*** Provided data

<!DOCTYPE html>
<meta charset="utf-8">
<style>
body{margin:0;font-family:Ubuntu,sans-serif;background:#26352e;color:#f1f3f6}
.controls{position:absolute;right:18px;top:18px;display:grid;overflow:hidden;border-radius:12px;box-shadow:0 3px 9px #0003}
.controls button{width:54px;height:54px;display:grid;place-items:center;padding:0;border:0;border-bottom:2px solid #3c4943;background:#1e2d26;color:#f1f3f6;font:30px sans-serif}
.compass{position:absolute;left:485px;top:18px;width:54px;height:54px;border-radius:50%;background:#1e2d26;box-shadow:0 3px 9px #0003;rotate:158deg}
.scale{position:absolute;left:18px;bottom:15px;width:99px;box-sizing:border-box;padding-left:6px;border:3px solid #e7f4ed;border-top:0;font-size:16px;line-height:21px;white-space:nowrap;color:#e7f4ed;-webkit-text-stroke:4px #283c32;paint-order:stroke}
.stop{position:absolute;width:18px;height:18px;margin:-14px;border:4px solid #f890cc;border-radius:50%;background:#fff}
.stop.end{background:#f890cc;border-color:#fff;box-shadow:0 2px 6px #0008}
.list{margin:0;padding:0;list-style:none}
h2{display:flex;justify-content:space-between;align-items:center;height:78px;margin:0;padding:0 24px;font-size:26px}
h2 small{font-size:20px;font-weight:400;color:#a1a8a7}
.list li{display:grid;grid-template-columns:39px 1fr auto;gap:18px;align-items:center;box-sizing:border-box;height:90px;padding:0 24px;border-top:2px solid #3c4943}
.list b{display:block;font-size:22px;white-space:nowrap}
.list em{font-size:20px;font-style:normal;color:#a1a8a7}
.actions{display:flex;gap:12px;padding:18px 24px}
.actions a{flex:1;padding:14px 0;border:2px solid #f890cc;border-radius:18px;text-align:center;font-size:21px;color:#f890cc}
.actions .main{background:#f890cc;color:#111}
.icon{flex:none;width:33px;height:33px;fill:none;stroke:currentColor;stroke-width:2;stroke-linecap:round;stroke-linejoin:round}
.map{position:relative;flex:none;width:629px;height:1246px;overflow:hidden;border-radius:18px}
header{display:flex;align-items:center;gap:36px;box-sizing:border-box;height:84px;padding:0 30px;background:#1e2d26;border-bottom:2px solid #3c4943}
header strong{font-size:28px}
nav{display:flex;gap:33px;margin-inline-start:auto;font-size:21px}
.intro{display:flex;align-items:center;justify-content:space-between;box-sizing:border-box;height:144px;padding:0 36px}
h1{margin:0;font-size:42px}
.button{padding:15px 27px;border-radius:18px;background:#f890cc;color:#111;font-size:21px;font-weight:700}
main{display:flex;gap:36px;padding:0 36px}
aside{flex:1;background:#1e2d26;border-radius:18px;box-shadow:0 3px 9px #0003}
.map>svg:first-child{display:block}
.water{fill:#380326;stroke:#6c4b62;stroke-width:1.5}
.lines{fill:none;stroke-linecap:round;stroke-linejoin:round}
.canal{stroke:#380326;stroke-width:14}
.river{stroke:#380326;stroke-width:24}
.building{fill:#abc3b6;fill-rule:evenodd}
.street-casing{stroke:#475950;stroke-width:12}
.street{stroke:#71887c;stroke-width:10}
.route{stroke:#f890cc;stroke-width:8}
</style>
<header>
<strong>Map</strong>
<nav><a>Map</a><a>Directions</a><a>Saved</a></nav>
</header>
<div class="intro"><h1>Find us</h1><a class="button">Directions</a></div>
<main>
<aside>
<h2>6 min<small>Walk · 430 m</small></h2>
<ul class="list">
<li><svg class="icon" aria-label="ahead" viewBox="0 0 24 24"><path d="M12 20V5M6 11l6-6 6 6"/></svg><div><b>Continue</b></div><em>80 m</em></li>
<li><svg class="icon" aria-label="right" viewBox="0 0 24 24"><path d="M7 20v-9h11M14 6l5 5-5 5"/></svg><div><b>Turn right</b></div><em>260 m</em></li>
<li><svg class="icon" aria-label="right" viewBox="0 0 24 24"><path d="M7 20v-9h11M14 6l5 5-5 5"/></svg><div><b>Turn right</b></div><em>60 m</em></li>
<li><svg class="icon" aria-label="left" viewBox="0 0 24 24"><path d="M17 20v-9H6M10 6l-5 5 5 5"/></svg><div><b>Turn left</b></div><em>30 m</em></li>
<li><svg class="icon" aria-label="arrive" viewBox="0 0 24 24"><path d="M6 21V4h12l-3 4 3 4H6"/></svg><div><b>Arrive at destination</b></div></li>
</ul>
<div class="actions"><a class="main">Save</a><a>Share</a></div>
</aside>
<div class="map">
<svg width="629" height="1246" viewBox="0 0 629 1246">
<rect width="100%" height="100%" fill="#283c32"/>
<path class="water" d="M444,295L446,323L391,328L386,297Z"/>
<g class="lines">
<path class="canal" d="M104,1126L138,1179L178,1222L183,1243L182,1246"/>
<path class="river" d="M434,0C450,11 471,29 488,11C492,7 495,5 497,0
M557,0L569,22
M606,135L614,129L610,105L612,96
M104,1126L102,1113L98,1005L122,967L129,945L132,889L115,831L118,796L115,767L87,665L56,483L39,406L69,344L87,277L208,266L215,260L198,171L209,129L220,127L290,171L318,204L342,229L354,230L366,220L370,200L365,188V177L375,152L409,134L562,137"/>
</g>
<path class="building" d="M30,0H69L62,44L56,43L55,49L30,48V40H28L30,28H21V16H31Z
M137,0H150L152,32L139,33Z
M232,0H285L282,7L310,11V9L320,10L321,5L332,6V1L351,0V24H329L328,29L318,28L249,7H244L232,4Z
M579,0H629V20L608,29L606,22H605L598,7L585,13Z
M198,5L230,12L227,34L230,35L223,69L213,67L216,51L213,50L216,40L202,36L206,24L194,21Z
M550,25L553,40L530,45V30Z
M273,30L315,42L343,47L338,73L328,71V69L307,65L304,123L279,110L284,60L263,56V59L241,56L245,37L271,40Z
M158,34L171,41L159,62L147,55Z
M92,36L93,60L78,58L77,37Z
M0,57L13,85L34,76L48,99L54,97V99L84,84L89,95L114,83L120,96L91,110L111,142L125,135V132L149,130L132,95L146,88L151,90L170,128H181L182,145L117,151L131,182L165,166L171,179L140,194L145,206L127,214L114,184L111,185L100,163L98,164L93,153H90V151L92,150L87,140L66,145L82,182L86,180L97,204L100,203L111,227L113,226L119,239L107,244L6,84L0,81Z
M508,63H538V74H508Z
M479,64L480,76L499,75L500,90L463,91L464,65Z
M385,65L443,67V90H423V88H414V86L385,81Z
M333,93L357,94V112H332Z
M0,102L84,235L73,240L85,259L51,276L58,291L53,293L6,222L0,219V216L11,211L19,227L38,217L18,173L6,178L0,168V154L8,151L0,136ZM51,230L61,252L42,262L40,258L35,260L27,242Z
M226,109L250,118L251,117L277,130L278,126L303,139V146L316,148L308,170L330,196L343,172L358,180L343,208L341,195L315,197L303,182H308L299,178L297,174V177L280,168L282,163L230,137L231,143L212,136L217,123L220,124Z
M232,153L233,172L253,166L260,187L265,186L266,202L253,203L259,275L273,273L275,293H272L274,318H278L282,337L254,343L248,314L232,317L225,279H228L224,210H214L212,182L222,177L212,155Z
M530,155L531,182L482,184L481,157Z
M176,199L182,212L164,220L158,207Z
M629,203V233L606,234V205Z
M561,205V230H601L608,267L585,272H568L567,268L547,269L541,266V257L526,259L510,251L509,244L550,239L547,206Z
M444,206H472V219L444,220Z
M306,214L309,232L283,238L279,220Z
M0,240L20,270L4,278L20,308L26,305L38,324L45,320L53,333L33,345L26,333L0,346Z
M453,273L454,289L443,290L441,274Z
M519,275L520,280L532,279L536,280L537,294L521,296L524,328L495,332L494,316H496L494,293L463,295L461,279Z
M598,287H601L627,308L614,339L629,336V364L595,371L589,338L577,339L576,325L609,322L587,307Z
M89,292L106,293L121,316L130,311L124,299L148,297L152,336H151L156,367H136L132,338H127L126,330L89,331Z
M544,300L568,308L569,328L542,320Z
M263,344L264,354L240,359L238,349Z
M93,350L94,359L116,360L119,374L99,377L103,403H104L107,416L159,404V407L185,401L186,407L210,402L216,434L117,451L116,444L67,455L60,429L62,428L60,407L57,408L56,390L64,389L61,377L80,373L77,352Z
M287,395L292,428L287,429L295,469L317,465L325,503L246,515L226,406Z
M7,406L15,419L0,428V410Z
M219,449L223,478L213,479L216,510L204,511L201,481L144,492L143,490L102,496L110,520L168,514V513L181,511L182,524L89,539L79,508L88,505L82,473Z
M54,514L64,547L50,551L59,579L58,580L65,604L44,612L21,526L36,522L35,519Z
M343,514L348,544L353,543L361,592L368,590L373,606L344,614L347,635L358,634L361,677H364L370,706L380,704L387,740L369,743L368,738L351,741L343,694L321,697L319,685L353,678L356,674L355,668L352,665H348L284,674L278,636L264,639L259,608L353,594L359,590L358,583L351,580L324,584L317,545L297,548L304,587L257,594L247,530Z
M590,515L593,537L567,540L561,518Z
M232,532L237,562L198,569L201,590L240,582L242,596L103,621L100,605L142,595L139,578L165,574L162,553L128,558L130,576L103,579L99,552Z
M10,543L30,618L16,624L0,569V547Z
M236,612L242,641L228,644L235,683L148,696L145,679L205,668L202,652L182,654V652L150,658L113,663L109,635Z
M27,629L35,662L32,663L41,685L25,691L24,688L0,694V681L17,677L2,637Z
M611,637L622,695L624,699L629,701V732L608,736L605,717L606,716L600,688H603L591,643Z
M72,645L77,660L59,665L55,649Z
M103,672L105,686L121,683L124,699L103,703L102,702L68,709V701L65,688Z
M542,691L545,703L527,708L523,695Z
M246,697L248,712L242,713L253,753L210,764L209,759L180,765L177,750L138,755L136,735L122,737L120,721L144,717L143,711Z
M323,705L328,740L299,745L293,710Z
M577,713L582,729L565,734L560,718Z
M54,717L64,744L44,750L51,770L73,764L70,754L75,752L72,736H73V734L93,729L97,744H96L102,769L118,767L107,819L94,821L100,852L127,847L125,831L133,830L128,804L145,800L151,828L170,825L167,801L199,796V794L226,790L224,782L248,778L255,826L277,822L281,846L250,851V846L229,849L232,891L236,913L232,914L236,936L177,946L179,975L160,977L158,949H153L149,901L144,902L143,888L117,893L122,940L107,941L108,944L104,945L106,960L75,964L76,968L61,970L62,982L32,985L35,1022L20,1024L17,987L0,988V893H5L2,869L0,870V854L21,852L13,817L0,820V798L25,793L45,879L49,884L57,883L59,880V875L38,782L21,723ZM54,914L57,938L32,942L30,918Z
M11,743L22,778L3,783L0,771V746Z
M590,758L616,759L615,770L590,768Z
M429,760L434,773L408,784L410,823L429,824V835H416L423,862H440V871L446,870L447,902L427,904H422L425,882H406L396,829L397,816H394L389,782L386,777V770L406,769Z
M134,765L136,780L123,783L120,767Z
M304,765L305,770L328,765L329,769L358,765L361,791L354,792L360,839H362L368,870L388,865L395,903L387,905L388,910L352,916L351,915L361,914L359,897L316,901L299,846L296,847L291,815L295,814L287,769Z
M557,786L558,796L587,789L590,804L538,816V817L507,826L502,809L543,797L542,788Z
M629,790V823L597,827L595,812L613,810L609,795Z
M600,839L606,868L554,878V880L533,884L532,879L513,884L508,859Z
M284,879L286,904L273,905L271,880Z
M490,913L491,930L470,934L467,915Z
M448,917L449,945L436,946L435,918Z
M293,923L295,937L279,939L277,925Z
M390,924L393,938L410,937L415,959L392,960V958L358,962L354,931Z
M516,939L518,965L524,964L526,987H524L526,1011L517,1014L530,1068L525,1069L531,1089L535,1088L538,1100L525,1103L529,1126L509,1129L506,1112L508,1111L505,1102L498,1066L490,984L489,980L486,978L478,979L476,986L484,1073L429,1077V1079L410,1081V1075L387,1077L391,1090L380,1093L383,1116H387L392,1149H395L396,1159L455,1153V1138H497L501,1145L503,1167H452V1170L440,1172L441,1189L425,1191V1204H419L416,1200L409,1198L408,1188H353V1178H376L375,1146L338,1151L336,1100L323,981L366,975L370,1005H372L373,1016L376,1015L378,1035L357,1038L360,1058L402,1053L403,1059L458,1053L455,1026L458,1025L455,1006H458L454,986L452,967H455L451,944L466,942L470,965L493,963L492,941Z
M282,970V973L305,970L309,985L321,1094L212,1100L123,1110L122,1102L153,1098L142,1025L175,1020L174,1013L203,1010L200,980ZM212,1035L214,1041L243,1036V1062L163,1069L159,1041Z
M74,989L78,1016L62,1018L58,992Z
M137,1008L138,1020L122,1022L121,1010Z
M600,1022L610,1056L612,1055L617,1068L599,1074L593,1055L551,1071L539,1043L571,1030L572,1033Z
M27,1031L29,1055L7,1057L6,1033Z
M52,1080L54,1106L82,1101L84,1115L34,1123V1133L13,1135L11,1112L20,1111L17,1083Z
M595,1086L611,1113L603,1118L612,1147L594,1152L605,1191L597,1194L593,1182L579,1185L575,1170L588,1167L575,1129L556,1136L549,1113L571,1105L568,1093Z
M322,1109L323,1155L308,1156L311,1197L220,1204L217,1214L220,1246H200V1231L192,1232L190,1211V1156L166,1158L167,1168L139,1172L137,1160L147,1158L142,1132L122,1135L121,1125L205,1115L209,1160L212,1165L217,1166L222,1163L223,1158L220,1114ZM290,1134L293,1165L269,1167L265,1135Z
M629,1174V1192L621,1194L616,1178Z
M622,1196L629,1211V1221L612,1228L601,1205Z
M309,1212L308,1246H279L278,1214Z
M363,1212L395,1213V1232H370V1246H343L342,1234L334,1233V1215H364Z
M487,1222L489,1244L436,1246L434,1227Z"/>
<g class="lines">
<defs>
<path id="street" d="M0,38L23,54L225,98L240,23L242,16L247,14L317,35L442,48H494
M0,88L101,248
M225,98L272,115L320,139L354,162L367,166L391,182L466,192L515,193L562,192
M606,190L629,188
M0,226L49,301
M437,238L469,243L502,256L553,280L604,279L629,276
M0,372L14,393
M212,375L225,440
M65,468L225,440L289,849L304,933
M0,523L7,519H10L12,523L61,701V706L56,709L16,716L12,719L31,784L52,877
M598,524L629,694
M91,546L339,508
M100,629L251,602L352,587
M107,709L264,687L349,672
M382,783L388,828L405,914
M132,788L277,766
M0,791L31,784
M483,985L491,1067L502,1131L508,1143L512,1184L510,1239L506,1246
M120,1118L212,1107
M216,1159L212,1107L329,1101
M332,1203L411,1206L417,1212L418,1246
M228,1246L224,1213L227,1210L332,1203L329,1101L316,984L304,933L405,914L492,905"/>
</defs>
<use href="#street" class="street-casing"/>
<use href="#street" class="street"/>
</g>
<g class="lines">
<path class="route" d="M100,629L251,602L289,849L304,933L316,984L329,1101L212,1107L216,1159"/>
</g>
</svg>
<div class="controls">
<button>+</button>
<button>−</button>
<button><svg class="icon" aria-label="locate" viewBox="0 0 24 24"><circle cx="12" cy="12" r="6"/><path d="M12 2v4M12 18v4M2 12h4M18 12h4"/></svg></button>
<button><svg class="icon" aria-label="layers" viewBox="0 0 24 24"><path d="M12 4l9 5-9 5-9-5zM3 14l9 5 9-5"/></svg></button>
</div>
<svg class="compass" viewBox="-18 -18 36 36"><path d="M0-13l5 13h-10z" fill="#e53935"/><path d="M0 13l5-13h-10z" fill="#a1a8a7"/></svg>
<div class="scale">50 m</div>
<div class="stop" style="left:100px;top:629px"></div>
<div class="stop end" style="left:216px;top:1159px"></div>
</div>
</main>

******

Exercise instructions :: All lines with the word "Directions" need to be copied from the data above.

Task output ::
<nav><a>Map</a><a>Directions</a><a>Saved</a></nav>
<div class="intro"><h1>Find us</h1><a class="button">Directions</a></div>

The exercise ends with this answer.